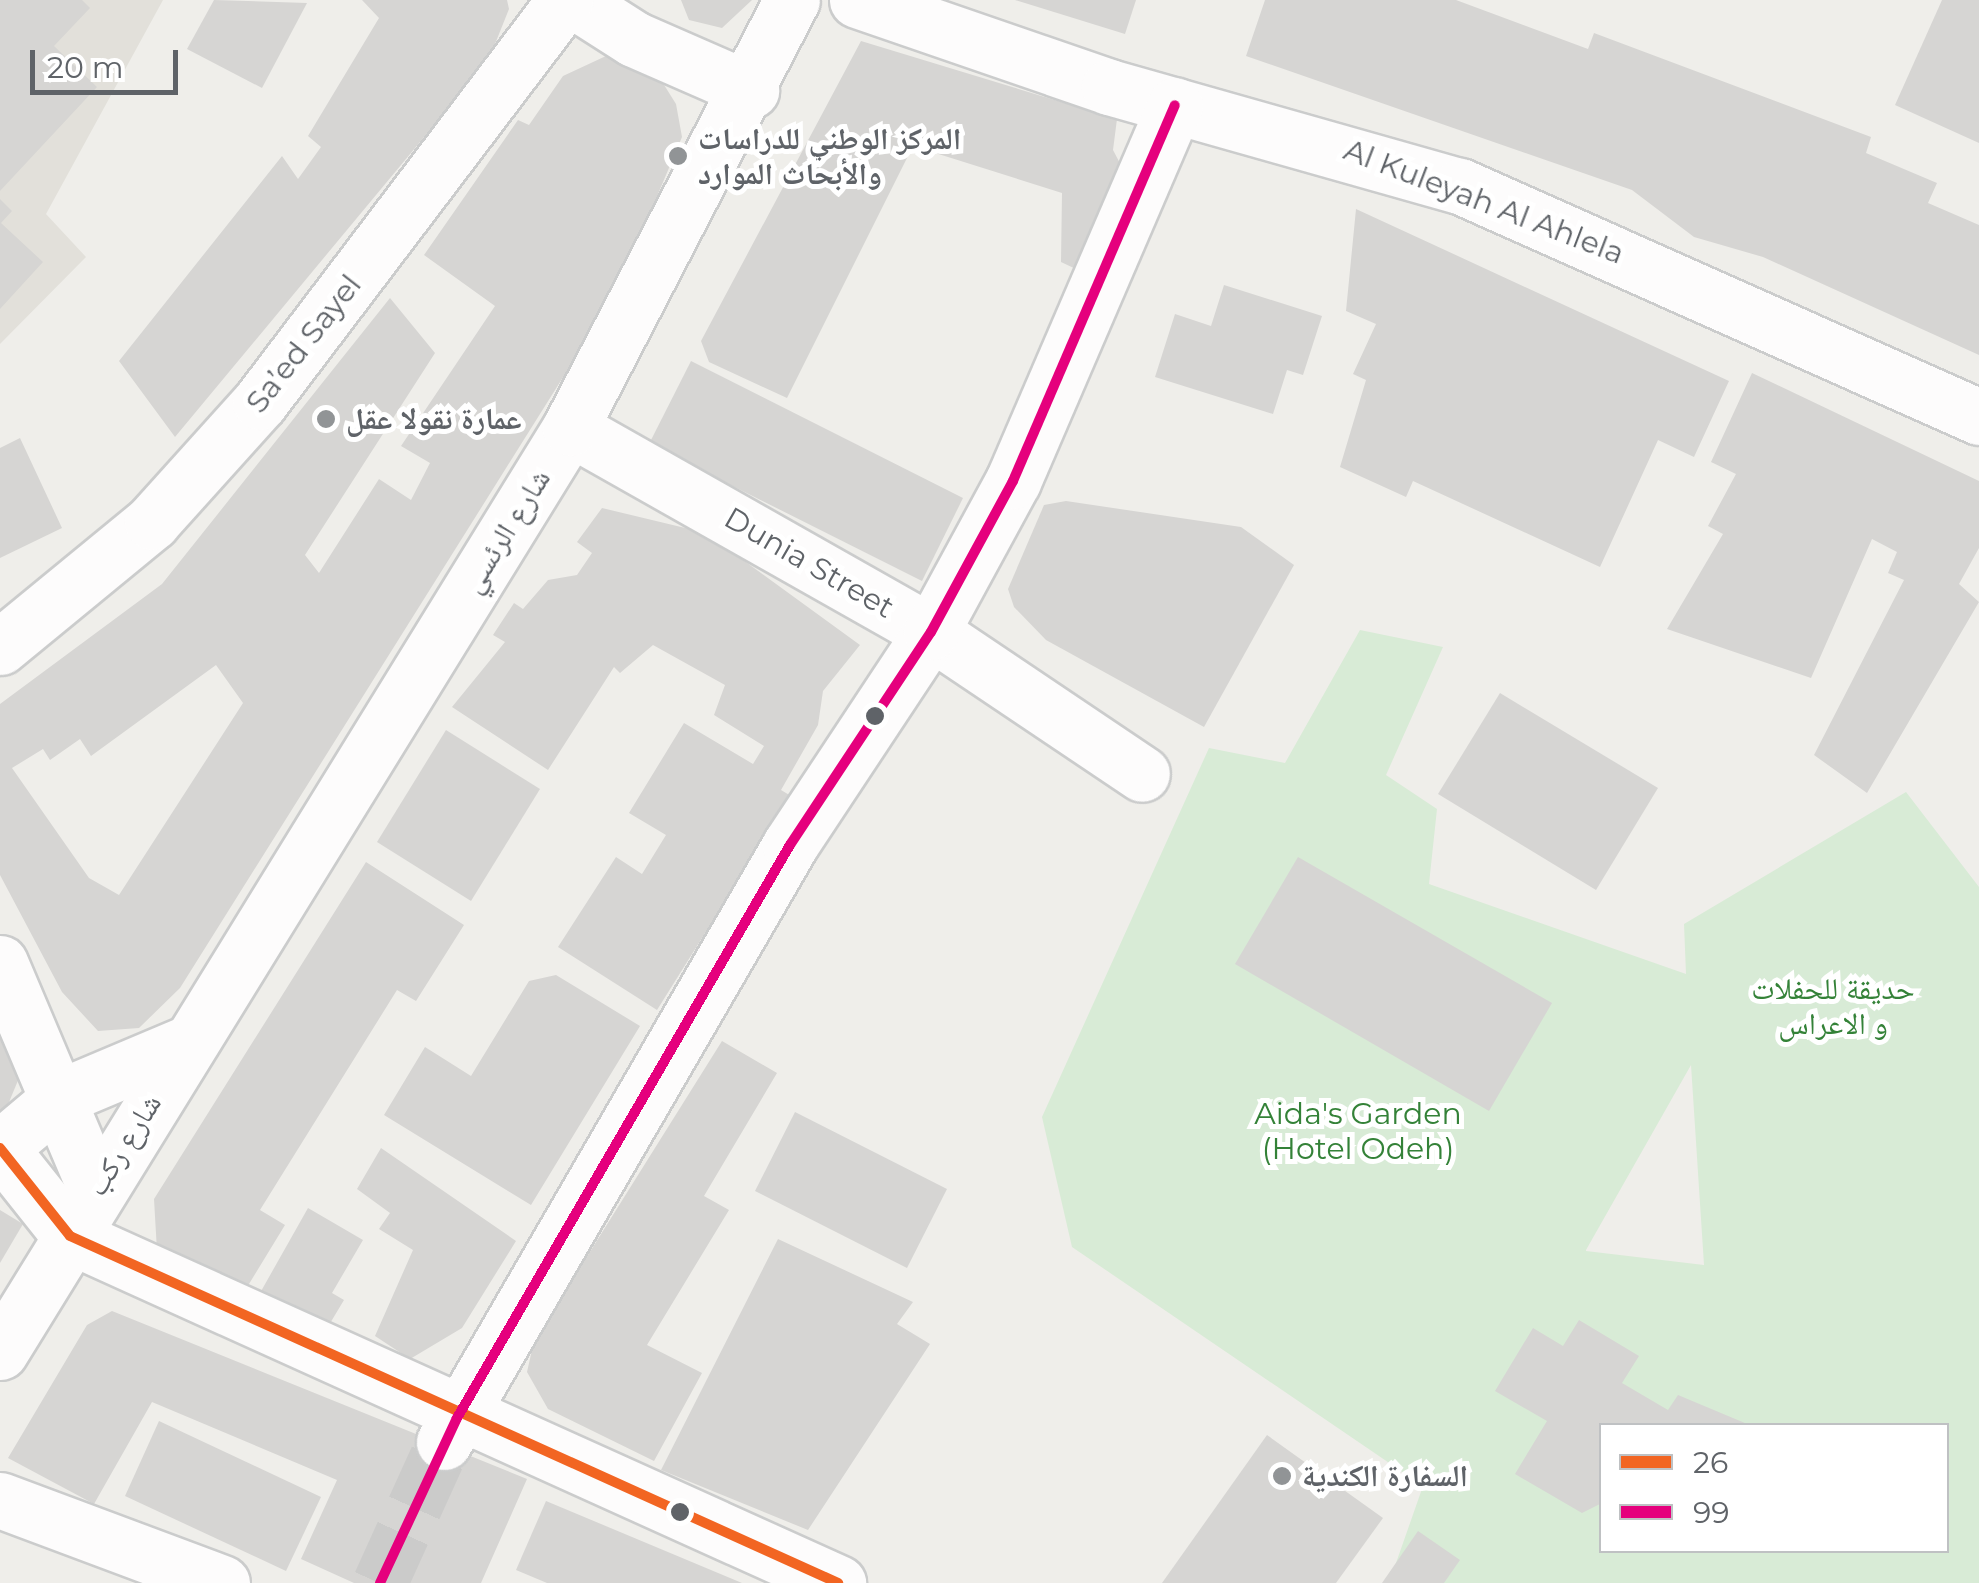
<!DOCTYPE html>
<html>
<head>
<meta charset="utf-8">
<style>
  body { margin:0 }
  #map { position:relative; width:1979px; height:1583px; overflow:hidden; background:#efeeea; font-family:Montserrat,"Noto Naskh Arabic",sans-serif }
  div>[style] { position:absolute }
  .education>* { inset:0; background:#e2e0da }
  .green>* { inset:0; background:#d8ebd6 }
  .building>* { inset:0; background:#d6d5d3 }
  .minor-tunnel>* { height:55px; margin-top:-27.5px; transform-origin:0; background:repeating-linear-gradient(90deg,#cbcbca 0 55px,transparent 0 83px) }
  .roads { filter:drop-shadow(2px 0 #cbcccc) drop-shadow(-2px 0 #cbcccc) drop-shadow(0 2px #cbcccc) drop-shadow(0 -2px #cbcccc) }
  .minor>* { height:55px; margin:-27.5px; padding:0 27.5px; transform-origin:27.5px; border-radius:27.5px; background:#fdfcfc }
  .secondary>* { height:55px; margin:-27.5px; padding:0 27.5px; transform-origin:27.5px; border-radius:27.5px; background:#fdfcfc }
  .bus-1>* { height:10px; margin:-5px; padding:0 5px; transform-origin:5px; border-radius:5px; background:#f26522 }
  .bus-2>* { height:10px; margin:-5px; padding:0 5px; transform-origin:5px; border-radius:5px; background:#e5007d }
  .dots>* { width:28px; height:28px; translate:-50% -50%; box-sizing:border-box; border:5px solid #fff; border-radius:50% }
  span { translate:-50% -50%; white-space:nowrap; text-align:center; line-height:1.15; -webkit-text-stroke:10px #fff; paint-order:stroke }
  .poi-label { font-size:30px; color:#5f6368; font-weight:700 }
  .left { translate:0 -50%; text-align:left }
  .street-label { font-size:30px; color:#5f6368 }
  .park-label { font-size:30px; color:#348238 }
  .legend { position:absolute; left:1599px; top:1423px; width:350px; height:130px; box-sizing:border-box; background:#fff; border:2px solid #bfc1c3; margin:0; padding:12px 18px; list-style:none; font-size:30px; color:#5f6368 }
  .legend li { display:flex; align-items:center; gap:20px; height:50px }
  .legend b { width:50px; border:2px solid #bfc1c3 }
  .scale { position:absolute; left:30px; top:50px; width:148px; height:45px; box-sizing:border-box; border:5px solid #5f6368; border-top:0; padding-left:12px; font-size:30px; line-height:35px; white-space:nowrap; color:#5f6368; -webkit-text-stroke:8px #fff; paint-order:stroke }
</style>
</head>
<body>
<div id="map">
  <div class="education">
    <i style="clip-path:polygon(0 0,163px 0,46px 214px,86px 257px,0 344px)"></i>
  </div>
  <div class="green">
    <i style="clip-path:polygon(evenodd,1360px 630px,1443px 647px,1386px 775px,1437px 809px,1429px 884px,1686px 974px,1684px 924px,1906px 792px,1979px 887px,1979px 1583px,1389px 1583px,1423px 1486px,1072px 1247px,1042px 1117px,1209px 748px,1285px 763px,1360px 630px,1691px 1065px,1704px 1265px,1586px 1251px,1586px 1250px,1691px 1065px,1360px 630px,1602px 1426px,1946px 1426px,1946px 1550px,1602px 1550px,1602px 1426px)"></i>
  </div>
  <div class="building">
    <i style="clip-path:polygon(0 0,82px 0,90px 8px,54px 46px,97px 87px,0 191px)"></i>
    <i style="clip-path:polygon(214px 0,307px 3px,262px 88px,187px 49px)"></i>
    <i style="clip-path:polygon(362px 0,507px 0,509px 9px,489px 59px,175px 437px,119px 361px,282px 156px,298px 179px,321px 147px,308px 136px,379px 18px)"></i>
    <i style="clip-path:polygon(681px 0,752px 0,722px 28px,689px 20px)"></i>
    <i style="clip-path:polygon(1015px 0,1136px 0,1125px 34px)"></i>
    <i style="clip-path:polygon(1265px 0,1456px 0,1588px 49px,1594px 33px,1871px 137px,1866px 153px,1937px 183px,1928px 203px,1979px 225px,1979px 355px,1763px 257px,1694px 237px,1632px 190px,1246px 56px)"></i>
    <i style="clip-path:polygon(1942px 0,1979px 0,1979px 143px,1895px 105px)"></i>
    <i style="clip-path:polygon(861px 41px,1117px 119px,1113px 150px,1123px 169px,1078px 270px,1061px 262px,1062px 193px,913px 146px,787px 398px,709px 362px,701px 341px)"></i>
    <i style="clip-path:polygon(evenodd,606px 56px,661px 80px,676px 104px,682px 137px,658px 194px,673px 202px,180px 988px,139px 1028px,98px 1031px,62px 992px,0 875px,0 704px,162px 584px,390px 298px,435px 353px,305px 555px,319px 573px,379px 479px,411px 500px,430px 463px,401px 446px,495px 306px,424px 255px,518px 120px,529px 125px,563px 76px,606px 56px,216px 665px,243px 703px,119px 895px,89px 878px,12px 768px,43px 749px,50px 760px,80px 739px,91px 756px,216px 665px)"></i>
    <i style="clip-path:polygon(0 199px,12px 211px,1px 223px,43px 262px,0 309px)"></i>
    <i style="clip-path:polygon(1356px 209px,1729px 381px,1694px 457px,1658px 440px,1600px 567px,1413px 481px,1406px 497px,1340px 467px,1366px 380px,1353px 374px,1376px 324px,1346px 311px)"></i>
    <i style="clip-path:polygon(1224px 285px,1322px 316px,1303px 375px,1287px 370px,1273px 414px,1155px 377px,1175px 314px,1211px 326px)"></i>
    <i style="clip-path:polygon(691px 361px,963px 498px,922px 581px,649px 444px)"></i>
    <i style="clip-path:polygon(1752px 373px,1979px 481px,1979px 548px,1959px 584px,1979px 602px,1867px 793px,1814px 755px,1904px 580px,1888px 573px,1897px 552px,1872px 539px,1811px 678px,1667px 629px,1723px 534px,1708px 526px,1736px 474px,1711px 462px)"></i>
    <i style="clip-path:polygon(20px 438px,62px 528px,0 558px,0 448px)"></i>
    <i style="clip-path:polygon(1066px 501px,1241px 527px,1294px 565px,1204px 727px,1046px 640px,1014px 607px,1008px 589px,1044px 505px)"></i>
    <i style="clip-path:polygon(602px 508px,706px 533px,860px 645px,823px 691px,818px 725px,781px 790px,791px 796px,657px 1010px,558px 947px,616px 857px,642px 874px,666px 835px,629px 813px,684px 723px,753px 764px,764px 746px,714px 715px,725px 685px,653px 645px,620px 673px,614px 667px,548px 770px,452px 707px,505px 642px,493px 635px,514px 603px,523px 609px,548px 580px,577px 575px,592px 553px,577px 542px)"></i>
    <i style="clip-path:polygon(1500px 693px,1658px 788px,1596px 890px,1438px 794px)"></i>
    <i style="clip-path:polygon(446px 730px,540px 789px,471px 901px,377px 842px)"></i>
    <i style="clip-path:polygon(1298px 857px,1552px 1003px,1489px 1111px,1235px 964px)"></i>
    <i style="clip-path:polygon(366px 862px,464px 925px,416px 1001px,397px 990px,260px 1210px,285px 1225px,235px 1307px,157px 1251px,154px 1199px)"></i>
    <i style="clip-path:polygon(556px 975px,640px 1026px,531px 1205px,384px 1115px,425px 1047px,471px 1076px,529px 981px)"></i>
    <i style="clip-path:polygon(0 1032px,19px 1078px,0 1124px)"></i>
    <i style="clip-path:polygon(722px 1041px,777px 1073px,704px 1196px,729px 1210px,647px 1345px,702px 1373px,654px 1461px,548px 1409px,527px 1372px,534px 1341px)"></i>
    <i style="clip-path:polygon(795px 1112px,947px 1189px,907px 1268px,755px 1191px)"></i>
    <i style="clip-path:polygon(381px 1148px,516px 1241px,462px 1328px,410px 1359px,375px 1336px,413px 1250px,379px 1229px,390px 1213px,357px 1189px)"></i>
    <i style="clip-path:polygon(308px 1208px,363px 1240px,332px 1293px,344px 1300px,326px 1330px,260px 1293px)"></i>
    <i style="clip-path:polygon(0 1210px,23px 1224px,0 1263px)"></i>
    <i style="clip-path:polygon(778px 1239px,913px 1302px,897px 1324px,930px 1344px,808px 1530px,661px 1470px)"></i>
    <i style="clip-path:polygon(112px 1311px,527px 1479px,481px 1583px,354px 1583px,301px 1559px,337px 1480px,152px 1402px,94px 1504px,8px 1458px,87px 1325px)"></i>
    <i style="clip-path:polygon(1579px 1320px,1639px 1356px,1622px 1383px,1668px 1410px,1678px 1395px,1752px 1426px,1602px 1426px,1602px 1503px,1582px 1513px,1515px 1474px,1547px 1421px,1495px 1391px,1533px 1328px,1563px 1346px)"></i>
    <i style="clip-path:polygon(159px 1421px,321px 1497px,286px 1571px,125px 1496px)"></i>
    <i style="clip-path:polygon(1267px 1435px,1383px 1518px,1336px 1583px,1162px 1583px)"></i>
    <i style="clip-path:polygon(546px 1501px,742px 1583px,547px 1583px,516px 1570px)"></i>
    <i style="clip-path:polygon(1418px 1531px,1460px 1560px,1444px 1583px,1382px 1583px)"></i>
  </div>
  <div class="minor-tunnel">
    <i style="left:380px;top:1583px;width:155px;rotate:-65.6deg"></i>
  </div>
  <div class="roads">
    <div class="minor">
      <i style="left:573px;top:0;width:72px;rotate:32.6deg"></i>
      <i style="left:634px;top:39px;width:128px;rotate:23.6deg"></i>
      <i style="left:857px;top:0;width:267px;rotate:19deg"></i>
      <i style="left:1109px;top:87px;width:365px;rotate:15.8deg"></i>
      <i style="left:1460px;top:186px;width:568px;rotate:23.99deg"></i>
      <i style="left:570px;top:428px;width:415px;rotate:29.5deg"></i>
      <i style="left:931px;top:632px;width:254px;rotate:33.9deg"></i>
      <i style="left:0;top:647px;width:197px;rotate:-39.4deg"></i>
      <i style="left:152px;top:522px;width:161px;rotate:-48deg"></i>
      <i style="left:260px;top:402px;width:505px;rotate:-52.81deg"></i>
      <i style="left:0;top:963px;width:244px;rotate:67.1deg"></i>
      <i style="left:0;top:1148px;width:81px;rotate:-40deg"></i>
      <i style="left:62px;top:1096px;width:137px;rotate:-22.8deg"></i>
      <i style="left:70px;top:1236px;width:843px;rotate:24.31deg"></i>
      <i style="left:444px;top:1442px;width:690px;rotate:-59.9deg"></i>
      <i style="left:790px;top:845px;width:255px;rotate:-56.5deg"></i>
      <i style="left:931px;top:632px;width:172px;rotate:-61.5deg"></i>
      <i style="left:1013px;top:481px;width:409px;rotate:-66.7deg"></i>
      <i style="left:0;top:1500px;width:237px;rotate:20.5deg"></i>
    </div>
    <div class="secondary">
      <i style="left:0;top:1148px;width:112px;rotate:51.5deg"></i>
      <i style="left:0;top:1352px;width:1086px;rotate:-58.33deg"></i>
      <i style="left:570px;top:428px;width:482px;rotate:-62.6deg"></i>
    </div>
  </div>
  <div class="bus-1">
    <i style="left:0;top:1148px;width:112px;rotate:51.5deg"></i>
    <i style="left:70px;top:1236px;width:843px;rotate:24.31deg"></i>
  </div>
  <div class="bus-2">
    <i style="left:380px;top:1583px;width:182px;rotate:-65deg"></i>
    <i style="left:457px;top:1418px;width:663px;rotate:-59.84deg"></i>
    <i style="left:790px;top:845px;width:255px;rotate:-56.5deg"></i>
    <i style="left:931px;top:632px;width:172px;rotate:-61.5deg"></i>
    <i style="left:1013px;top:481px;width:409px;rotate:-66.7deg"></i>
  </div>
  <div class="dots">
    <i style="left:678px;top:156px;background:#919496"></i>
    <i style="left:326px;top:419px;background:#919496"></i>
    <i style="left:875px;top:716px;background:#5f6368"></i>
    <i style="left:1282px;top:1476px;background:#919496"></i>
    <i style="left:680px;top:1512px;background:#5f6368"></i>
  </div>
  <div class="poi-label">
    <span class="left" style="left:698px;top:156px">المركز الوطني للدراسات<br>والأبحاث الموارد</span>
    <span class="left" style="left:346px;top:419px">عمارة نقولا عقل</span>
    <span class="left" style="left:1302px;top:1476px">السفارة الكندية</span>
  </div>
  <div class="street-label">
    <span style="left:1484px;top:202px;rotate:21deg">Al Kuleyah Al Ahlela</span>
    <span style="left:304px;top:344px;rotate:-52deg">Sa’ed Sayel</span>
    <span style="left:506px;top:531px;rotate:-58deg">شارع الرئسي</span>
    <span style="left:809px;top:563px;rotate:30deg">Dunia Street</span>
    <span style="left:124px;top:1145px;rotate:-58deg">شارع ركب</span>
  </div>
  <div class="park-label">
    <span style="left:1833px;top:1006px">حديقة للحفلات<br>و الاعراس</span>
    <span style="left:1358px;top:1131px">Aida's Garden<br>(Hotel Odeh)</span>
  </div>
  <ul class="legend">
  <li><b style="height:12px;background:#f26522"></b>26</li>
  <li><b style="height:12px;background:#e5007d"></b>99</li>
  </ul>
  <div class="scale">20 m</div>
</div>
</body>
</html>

Required action: Could you print the lines above, exactly as written, from the line containing "الوطني للدراسات<br>والأبحاث الموارد</span>" through the final one?

Solved problem:
    <span class="left" style="left:698px;top:156px">المركز الوطني للدراسات<br>والأبحاث الموارد</span>
    <span class="left" style="left:346px;top:419px">عمارة نقولا عقل</span>
    <span class="left" style="left:1302px;top:1476px">السفارة الكندية</span>
  </div>
  <div class="street-label">
    <span style="left:1484px;top:202px;rotate:21deg">Al Kuleyah Al Ahlela</span>
    <span style="left:304px;top:344px;rotate:-52deg">Sa’ed Sayel</span>
    <span style="left:506px;top:531px;rotate:-58deg">شارع الرئسي</span>
    <span style="left:809px;top:563px;rotate:30deg">Dunia Street</span>
    <span style="left:124px;top:1145px;rotate:-58deg">شارع ركب</span>
  </div>
  <div class="park-label">
    <span style="left:1833px;top:1006px">حديقة للحفلات<br>و الاعراس</span>
    <span style="left:1358px;top:1131px">Aida's Garden<br>(Hotel Odeh)</span>
  </div>
  <ul class="legend">
  <li><b style="height:12px;background:#f26522"></b>26</li>
  <li><b style="height:12px;background:#e5007d"></b>99</li>
  </ul>
  <div class="scale">20 m</div>
</div>
</body>
</html>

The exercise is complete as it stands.